Очень худо жили дед с бабкой. Бедно. На отшибе села, совсем одинокие. Тоска, прямо помирай. Откуда тем осенним промозглым днем нарисовался кот, неизвестно.
Бабка с дедом вернулись из лесу (гуляли, сосну для гробов выбирали), а на лавке кот сидит что человек, ног… лапами выжидающе болтает. Сплошь серый, здоровый, морда круглая что будильник, а ушки махонькие. И лыбится.
Старик со старухой остолбенели. А этот тип подмигнул янтарным глазом, да и говорит: – Ну, привет что ли!
Дед покрепче стиснул топор, а бабка перекрестилась и сказала: – Амба! Знать давеча были не опята…
– Спокойно. – сказал кот и деловито полюбопытствовал. – Алло, пакля есть? Свищет из щелей, а я люмбаго очень боюсь.
– Пакля в сенцах. – ответил дед и добавил мрачно. – Вот, значит, как съезжают с катушек-то…
Кот успокоил стариков как мог и живо законопатил все щели в старой покосившейся избенке. Ловкий очень оказался зверек. Дед с бабкой сидят на лавке, только фарами на ремонтные работы хлопают: « О! А!..».
А кот последний пучок пакли заправил и такой: – Есть в этом заброшенном вигваме веник, я спрашиваю?
И живо подмел пол. И паутину из углов тоже прочь. Чистоту, значит, уважает. Все у него в рук… лапах так и горит.
– Знаешь, Марусь. – шепчет дед старухе. – Если это помешательство, то я нахожу его прекрасным! Ты глянь-ка, этот хорёк уже печь затопил и блины затеял.
– Да-да! – горячо согласилась бабка. – Где он только муку и животное масло взял? Украл, наверное…
В голосе старухи звучала неприкрытая ласка.
– Ну, попятил манеха из сельпо. – подтвердил подозрения кот, ловко замешивая блины.
– У меня ж и кошелька-то нету. Но главным образом денег.

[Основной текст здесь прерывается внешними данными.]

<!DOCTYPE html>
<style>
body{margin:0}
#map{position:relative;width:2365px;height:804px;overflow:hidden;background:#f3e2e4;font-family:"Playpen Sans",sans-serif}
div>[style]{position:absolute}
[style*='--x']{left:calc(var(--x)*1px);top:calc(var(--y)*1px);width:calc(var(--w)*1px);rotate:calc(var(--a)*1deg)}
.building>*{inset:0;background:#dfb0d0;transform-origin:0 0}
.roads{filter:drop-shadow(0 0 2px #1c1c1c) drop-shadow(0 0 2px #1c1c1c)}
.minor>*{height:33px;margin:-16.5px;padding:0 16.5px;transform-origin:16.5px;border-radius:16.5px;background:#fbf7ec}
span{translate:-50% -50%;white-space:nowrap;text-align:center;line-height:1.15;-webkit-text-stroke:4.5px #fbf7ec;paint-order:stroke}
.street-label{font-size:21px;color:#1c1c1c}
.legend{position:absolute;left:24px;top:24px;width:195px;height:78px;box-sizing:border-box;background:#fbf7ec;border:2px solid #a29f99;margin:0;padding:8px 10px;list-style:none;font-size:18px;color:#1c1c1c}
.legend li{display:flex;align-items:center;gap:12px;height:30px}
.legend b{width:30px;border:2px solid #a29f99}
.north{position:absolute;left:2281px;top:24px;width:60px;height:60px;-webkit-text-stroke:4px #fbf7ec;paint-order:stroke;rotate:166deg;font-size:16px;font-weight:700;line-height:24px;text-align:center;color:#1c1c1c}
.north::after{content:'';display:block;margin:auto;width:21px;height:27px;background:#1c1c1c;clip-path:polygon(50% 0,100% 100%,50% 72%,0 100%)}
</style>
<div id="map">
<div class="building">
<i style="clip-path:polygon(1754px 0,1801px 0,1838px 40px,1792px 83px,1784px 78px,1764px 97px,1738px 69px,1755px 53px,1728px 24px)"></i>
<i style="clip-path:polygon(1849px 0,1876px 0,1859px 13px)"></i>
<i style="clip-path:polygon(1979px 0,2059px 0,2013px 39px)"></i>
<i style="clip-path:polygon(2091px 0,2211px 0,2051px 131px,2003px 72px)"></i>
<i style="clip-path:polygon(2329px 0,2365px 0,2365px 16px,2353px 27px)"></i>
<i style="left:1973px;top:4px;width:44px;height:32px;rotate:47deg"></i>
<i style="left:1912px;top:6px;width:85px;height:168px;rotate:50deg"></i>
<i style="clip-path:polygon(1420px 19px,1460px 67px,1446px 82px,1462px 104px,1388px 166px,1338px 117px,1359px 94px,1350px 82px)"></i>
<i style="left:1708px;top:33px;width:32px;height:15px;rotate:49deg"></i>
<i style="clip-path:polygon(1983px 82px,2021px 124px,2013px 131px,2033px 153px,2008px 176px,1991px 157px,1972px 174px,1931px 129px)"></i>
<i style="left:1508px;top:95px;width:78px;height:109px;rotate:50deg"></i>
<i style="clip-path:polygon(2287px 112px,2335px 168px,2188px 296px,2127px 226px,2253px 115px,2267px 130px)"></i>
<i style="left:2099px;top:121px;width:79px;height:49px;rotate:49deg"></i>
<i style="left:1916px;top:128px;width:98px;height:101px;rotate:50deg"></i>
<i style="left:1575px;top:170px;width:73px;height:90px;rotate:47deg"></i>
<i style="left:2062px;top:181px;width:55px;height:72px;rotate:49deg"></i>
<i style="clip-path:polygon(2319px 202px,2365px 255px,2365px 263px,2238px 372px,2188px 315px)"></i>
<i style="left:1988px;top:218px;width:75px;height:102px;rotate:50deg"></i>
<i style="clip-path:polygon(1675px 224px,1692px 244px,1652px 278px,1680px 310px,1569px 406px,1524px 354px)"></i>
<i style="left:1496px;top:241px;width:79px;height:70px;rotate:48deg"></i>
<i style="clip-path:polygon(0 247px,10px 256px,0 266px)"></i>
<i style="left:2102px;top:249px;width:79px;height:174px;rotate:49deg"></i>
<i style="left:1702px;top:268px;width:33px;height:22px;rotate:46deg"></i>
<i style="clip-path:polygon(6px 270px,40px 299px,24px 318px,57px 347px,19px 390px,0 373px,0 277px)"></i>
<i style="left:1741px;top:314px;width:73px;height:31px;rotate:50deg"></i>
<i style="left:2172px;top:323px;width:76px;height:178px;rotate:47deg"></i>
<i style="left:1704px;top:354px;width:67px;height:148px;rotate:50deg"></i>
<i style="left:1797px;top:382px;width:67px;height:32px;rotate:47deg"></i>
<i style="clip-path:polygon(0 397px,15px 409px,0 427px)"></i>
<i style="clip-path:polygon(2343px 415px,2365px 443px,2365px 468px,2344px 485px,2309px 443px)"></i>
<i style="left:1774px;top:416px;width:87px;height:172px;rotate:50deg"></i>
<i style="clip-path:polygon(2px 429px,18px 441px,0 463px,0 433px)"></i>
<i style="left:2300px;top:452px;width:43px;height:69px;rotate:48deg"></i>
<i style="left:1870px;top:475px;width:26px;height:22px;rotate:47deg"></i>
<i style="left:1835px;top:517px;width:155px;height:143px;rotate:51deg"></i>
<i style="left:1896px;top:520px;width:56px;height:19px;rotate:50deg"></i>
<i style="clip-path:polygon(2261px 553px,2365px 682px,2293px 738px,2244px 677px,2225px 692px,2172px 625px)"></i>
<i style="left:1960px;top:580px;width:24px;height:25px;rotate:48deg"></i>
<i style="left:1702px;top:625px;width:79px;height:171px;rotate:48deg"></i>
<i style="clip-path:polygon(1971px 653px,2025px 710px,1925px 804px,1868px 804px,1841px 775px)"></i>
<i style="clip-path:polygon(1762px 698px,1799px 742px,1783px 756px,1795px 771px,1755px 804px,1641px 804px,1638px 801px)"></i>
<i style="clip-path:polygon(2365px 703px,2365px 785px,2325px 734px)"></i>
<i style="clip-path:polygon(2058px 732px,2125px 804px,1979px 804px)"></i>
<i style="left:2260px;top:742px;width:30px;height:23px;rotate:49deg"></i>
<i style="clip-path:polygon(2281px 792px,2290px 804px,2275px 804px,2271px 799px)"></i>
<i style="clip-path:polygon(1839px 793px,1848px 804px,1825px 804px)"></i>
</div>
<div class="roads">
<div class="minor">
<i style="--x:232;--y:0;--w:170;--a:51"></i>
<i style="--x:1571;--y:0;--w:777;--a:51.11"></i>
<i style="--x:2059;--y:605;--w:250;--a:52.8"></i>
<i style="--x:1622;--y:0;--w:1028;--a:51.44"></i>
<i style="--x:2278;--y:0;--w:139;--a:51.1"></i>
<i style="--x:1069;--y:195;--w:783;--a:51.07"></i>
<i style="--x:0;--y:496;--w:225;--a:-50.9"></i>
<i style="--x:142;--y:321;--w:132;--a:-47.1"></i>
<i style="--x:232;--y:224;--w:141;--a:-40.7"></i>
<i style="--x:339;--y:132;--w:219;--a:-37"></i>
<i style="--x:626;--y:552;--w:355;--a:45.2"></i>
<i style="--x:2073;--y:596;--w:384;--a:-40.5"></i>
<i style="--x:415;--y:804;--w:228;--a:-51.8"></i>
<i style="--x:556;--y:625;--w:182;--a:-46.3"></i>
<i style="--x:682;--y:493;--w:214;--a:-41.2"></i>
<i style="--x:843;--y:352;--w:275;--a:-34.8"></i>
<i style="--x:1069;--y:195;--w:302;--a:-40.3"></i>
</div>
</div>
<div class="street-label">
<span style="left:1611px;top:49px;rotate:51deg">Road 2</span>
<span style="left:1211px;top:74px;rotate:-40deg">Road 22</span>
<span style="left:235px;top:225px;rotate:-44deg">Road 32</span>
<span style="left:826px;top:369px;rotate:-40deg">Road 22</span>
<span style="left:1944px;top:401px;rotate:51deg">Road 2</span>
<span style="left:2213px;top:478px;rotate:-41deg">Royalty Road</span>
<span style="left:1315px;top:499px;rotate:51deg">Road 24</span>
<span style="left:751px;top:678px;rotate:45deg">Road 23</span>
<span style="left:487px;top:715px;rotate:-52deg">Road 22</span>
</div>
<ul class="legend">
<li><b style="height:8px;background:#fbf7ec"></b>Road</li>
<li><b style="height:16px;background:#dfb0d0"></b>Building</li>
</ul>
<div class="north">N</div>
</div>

– Ты кто ж будешь, милок? – спрашивает обескураженный дед.
– Фелис сильвестрис катус. Но вы можете звать просто – Васька.

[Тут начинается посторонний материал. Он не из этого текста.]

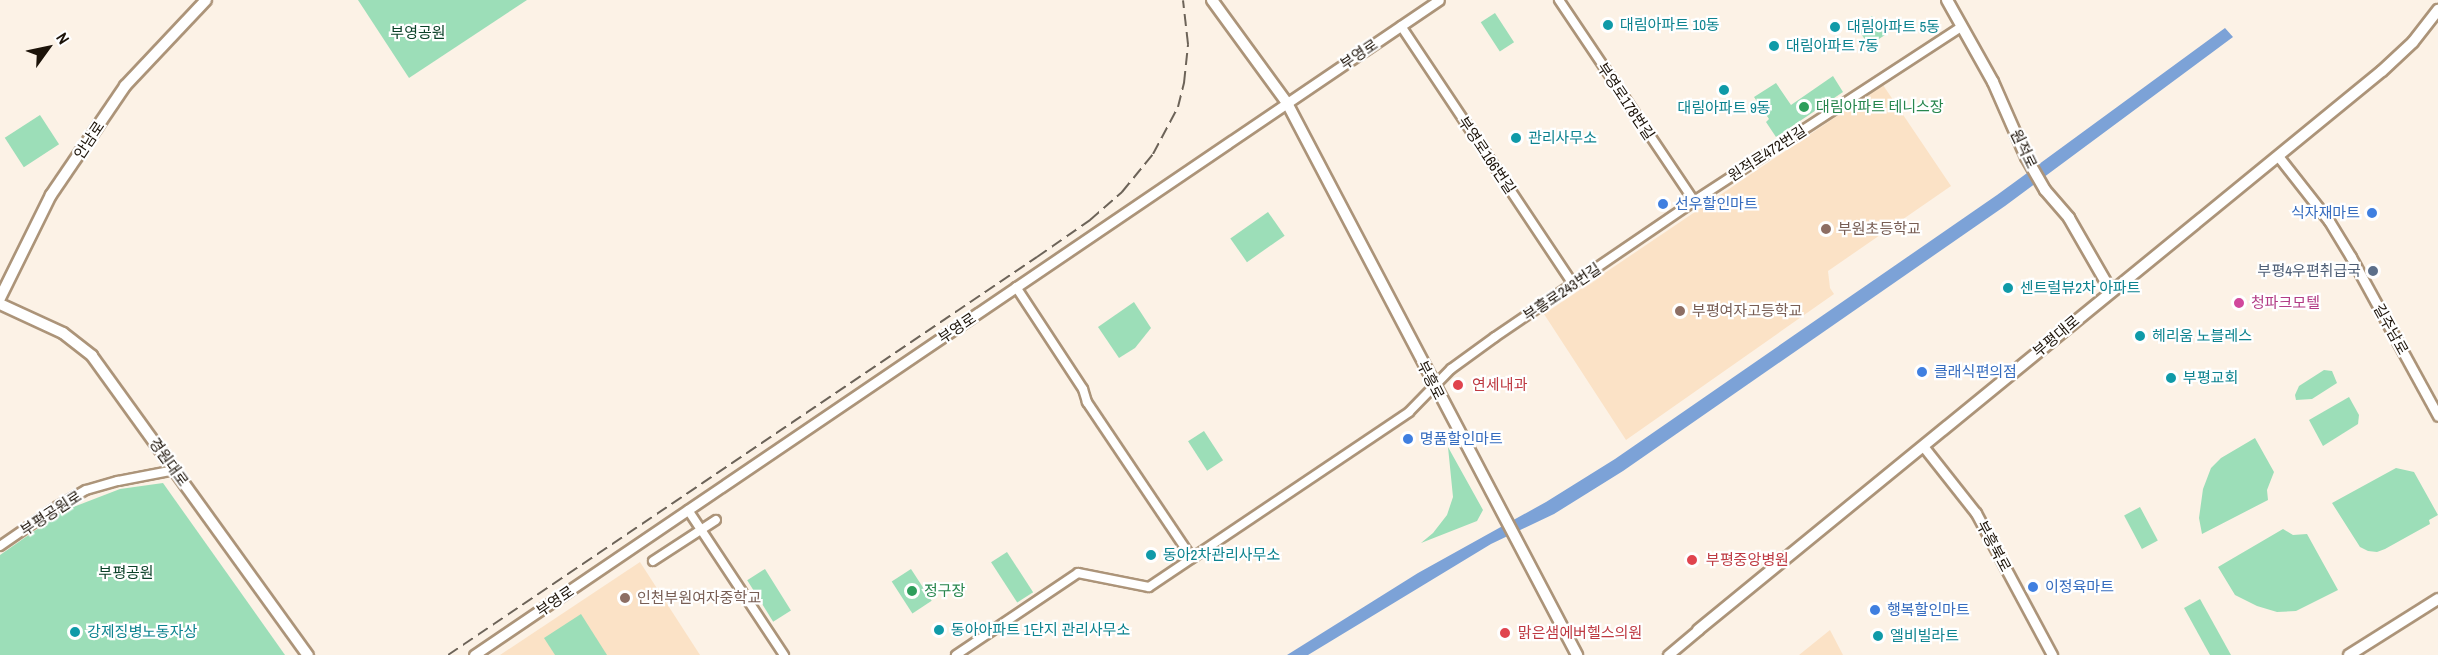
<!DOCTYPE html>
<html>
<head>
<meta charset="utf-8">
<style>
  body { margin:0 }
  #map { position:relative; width:2438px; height:655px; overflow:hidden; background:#fcf2e6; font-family:"Archivo Narrow","Noto Sans KR",sans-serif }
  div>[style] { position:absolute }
  .built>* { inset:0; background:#fbe2c6 }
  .green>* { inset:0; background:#9cdeb8; transform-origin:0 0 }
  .water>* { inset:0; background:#7ca2d7 }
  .roads { filter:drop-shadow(2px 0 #ac9479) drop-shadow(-2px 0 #ac9479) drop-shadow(0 2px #ac9479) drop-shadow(0 -2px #ac9479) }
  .minor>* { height:8px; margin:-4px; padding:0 4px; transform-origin:4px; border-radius:4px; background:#fff }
  .tertiary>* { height:9px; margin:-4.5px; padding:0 4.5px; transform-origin:4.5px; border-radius:4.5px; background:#fff }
  .secondary>* { height:10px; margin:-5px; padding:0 5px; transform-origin:5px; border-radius:5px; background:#fff }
  .rail>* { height:2px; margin-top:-1px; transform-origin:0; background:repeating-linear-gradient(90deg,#6c6358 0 12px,transparent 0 18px) }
  .dots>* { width:16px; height:16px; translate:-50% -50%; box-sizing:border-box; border:3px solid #fff; border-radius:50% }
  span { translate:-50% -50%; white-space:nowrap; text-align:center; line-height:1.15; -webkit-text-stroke:4.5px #fff; paint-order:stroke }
  .culture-label { font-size:15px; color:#0d838f }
  .left { translate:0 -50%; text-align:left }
  .park-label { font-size:15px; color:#0b4229 }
  .street-label { font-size:15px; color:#1c1309 }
  .leisure-label { font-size:15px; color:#27864d }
  .shop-label { font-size:15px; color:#366cbe }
  .right { translate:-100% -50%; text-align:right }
  .education-label { font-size:15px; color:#785e54 }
  .service-label { font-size:15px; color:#4e5e75 }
  .hotel-label { font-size:15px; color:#b23c85 }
  .health-label { font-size:15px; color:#be3a42 }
  .north { position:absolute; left:18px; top:18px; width:60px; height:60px; -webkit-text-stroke:4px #fff; paint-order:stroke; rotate:57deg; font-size:16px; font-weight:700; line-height:24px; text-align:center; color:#1c1309 }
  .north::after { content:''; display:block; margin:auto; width:21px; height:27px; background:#1c1309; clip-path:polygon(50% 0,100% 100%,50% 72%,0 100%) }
</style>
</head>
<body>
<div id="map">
  <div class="built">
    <div style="clip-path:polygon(1883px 85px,1951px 186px,1828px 271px,1830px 288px,1834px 294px,1626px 440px,1544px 314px)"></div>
    <div style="clip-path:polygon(640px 562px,700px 655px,500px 655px)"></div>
    <div style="clip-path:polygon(1830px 630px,1843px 655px,1799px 655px)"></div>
  </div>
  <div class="green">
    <div style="clip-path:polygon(358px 0,527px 0,409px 78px)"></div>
    <div style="left:1495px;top:13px;width:35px;height:17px;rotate:57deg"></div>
    <div style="left:1872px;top:16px;width:23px;height:19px;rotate:56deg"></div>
    <div style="clip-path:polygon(1833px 76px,1843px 92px,1776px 137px,1766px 122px,1769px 119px,1754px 97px,1776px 83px,1791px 105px)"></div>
    <div style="left:40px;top:115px;width:35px;height:42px;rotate:57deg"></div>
    <div style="left:1268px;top:212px;width:29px;height:46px;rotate:55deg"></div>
    <div style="clip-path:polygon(1134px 302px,1151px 328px,1135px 348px,1119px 358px,1098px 327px)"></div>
    <div style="clip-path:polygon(2324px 370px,2332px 371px,2337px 383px,2312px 399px,2296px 400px,2295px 395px,2299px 386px)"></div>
    <div style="clip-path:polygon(2349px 397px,2359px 415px,2358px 424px,2323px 446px,2309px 420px)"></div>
    <div style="left:1204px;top:431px;width:35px;height:19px;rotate:57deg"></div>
    <div style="clip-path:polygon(2255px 438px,2274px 472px,2267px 490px,2268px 500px,2202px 534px,2199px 518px,2203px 489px,2211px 468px,2221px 458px)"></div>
    <div style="clip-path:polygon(1448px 447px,1483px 510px,1477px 521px,1421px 543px,1433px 533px,1447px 515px,1453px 497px)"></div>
    <div style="clip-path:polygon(2396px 468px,2414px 472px,2438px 515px,2429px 520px,2430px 524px,2385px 549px,2377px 552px,2368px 551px,2360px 547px,2332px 503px)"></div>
    <div style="clip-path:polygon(163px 483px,285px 655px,0 655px,0 555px,63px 511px,120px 489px)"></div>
    <div style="left:2140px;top:507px;width:38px;height:18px;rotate:62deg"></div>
    <div style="clip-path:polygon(2283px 529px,2293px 535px,2307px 534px,2338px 590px,2296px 611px,2277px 612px,2257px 606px,2235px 595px,2218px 567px)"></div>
    <div style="left:1007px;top:552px;width:48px;height:19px;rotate:57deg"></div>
    <div style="left:765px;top:569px;width:49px;height:21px;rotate:58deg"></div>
    <div style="left:911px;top:569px;width:38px;height:23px;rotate:57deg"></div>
    <div style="clip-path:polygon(2200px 599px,2231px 655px,2210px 655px,2184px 608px)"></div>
    <div style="clip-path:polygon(581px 614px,607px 655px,555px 655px,544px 638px)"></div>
  </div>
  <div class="water">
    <div style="clip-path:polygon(2225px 28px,2233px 37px,2005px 206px,1623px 471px,1554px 514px,1491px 544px,1308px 655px,1287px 655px,1418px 573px,1546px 502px,1615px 459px,1997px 195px)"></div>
  </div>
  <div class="roads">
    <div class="minor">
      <div style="left:1559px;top:0;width:242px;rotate:56.1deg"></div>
      <div style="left:1401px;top:26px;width:310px;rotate:56.3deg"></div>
      <div style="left:1016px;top:287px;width:122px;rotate:56.7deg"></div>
      <div style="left:1083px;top:389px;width:14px;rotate:73deg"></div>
      <div style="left:1087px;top:402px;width:188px;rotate:56.1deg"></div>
      <div style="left:688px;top:510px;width:174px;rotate:56.5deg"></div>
      <div style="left:0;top:546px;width:70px;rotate:-34.6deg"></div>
      <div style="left:58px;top:506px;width:32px;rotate:-30deg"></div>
      <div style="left:86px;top:490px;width:33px;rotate:-16deg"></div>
      <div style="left:118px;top:481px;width:58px;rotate:-10.9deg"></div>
      <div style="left:653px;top:561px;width:75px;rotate:-33.1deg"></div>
      <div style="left:956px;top:655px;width:147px;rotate:-33.9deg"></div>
      <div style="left:1078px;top:573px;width:72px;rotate:11.2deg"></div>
      <div style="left:1149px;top:587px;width:313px;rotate:-33.9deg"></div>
      <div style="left:1409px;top:412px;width:60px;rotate:-45.7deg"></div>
      <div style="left:1451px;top:369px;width:54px;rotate:-36deg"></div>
      <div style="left:1495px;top:337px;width:241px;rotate:-34.3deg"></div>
      <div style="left:1694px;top:201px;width:319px;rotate:-33.1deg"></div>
    </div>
    <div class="tertiary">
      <div style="left:2278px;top:156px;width:83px;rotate:51.9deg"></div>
      <div style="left:2329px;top:221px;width:42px;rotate:58.6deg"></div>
      <div style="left:2351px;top:257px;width:181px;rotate:61.3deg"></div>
      <div style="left:1923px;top:446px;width:85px;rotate:51.7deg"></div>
      <div style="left:1976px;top:513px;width:161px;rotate:61.8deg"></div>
      <div style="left:474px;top:655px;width:1166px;rotate:-34.17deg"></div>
      <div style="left:1668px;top:655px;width:39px;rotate:-40deg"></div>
    </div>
    <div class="secondary">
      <div style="left:1212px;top:0;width:127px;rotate:53.9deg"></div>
      <div style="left:1287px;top:103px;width:624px;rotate:62.28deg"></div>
      <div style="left:1947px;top:0;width:94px;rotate:60.7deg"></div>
      <div style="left:1993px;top:82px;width:82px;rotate:66.3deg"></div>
      <div style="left:2026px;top:157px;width:38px;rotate:60deg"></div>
      <div style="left:2045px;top:190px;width:37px;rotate:49deg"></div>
      <div style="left:2069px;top:218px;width:84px;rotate:60.1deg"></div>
      <div style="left:0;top:298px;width:115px;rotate:-63.7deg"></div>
      <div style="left:51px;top:195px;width:132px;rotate:-55.8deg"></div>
      <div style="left:125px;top:86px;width:118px;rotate:-46.7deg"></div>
      <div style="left:0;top:304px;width:69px;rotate:24.7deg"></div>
      <div style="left:63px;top:333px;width:37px;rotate:38deg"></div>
      <div style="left:92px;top:356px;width:369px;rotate:54.2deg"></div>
      <div style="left:1698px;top:630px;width:883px;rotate:-39.26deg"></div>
      <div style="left:2382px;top:71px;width:42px;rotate:-43.1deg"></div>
      <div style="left:2413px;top:42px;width:41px;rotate:-52deg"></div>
      <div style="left:2349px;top:655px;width:105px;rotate:-32.2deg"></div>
    </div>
  </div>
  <div class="rail">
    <div style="left:448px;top:655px;width:711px;rotate:-34.05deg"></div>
    <div style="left:1037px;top:257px;width:65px;rotate:-34.9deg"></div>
    <div style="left:1090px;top:220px;width:43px;rotate:-41.2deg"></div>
    <div style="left:1122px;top:192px;width:49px;rotate:-50.8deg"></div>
    <div style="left:1153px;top:154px;width:53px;rotate:-62deg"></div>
    <div style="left:1178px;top:107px;width:25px;rotate:-76deg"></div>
    <div style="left:1184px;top:83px;width:39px;rotate:-84deg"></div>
    <div style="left:1188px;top:44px;width:44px;rotate:-96.5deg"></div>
  </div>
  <div class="dots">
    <div style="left:1608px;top:25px;background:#0f9aa8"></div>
    <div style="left:1835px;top:27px;background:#0f9aa8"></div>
    <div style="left:1774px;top:46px;background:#0f9aa8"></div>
    <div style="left:1724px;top:90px;background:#0f9aa8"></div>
    <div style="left:1804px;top:107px;background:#2e9e5b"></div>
    <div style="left:1516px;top:138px;background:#0f9aa8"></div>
    <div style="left:1663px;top:204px;background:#3f7fe0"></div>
    <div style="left:2372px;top:213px;background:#3f7fe0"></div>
    <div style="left:1826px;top:229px;background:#8d6e63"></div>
    <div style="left:2373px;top:271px;background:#5c6f8a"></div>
    <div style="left:2008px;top:288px;background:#0f9aa8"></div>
    <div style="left:2239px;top:303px;background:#d1479c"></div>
    <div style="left:1680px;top:311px;background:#8d6e63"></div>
    <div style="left:2140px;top:336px;background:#0f9aa8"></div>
    <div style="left:1922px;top:372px;background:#3f7fe0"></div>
    <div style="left:2171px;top:378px;background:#0f9aa8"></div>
    <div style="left:1458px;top:385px;background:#e0444e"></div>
    <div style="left:1408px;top:439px;background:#3f7fe0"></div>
    <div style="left:1151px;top:555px;background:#0f9aa8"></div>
    <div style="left:1692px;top:560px;background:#e0444e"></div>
    <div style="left:2033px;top:587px;background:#3f7fe0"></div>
    <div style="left:912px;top:591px;background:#2e9e5b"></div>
    <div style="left:625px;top:598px;background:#8d6e63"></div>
    <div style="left:1875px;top:610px;background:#3f7fe0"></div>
    <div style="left:939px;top:630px;background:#0f9aa8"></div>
    <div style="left:75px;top:632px;background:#0f9aa8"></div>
    <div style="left:1505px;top:633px;background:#e0444e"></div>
    <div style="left:1878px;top:636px;background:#0f9aa8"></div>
  </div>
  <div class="culture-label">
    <span class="left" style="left:1620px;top:25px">대림아파트 10동</span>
    <span class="left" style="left:1847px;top:27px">대림아파트 5동</span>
    <span class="left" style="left:1786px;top:46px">대림아파트 7동</span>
    <span style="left:1724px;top:108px">대림아파트 9동</span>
    <span class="left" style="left:1528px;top:138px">관리사무소</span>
    <span class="left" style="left:2020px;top:288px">센트럴뷰2차 아파트</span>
    <span class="left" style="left:2152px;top:336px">헤리움 노블레스</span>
    <span class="left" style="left:2183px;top:378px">부평교회</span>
    <span class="left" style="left:1163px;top:555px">동아2차관리사무소</span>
    <span class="left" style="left:951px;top:630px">동아아파트 1단지 관리사무소</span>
    <span class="left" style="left:87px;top:632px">강제징병노동자상</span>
    <span class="left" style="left:1890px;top:636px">엘비빌라트</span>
  </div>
  <div class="park-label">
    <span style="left:418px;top:33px">부영공원</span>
    <span style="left:126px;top:573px">부평공원</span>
  </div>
  <div class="street-label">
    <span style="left:1359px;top:54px;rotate:-34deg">부영로</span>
    <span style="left:1626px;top:101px;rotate:56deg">부영로178번길</span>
    <span style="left:89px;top:140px;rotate:-56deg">안남로</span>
    <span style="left:2024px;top:149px;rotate:64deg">원적로</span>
    <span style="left:1767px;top:153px;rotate:-33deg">원적로472번길</span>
    <span style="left:1487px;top:155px;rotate:56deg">부영로166번길</span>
    <span style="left:1562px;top:292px;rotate:-34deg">부흥로243번길</span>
    <span style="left:957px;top:328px;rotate:-34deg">부영로</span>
    <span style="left:2391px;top:329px;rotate:61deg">길주남로</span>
    <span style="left:2056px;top:336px;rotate:-40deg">부평대로</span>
    <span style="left:1431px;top:380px;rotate:63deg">부흥로</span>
    <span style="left:169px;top:462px;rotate:54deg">경원대로</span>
    <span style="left:51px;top:513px;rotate:-33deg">부평공원로</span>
    <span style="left:1994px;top:546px;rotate:62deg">부흥북로</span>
    <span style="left:555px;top:601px;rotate:-34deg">부영로</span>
  </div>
  <div class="leisure-label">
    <span class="left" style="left:1816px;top:107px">대림아파트 테니스장</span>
    <span class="left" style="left:924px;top:591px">정구장</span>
  </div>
  <div class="shop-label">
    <span class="left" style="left:1675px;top:204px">선우할인마트</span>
    <span class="right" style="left:2360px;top:213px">식자재마트</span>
    <span class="left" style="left:1934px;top:372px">클래식편의점</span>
    <span class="left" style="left:1420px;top:439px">명품할인마트</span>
    <span class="left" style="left:2045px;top:587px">이정육마트</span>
    <span class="left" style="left:1887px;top:610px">행복할인마트</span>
  </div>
  <div class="education-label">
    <span class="left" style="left:1838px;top:229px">부원초등학교</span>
    <span class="left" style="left:1692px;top:311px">부평여자고등학교</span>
    <span class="left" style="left:637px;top:598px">인천부원여자중학교</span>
  </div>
  <div class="service-label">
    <span class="right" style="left:2361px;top:271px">부평4우편취급국</span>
  </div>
  <div class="hotel-label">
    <span class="left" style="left:2251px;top:303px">청파크모텔</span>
  </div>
  <div class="health-label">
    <span class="left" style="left:1472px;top:385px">연세내과</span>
    <span class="left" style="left:1706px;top:560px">부평중앙병원</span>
    <span class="left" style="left:1518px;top:633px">맑은샘에버헬스의원</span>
  </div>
  <div class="north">N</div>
</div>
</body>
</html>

Так кот у старичков и поселился. А те не нарадуются. Позабыли и в лес ходить, сосну на гробы выбирать (сосны, наконец, вздохнули). Зажили старик со старухой! – помирать не надо. Тепло, чисто, приятное общество в лице исключительного кота. Что ни день блины, али селедка иваси. Каеф!
Заметно округлившийся старик лениво макнул блин в сметану и изрек:
– Слышь-ка, Василий.
– Что, дедушка?
– Ты того. Завязывай сельпо бомбить. Поймают и прибьют тебя.
– А ты ведь нам как родной! – попыталась всхлипнуть бабка, но лишь гулко икнула. Пятнадцатый блин был явно лишним. Кот пёк как заводной.
Василий отмахнулся. – У меня девять жизней. И эта только четвертая. Стоп! Или шестая? Шучу-шучу! Четвертая.
– Аа… – многозначительно промычал дед. Данный приятный факт из жизни кошачьих все менял.
– Зашибись! – сказала бабка. – Ну, тогда наведайся и к председателю падлюке. У него куры, утки страсть жирные. Самогон… – благословила она новую продразверстку.
– Ок! – рапортовал Василий, как заправский командир продотряда.
Это был просто какой-то клад, а не кот. Покрытый шерстью бриллиант. Хвостатый изумруд. Сапфир с усами. Обаятельный и на все лап… руки мастер. Часы с кукушкой починил. Мышам в норку что-то такое шепнул, что грызуны строем и с песнями свалили в туман. Напоит, накормит, на печь уложит, анекдот перед сном задвинет, чуть дуба не дашь.
– Ха-ха-ха! Ну, Васька! Эх, Васька! – заливались на печи сытые, довольные старик со старухой.
Василий опять стоял у окна, заложив лап… руки за спину. Пушистый хвост задумчиво мотылялся. Второй день вот так молча глядит в засиканное дождиком окно, за которым серое небо и неряшливое поле.
Старики уныло притихли на лавке. Бабка ткнула деда в бок. Тот вздохнул и спросил:
– Али заскучал, Васенька? Может… Может тебе кошку привести, ась? Или двух? Мы со старухой уйдем…
– Не в том дело. – сказал Василий. – Пора мне.
– Ахти! Куда это?! – всплеснула руками бабка.
– Понимаете, мои старенькие друзья, еще много кому нужен дружественный кот и поддержка… Пора…
Кот повесил на палочку лапоточки, что на прощанье сплел ему дед, палочку на плечо, подосвиданькался и зашагал в поле, где тотчас и растаял… Старики погоревали-погоревали, да и завели кота.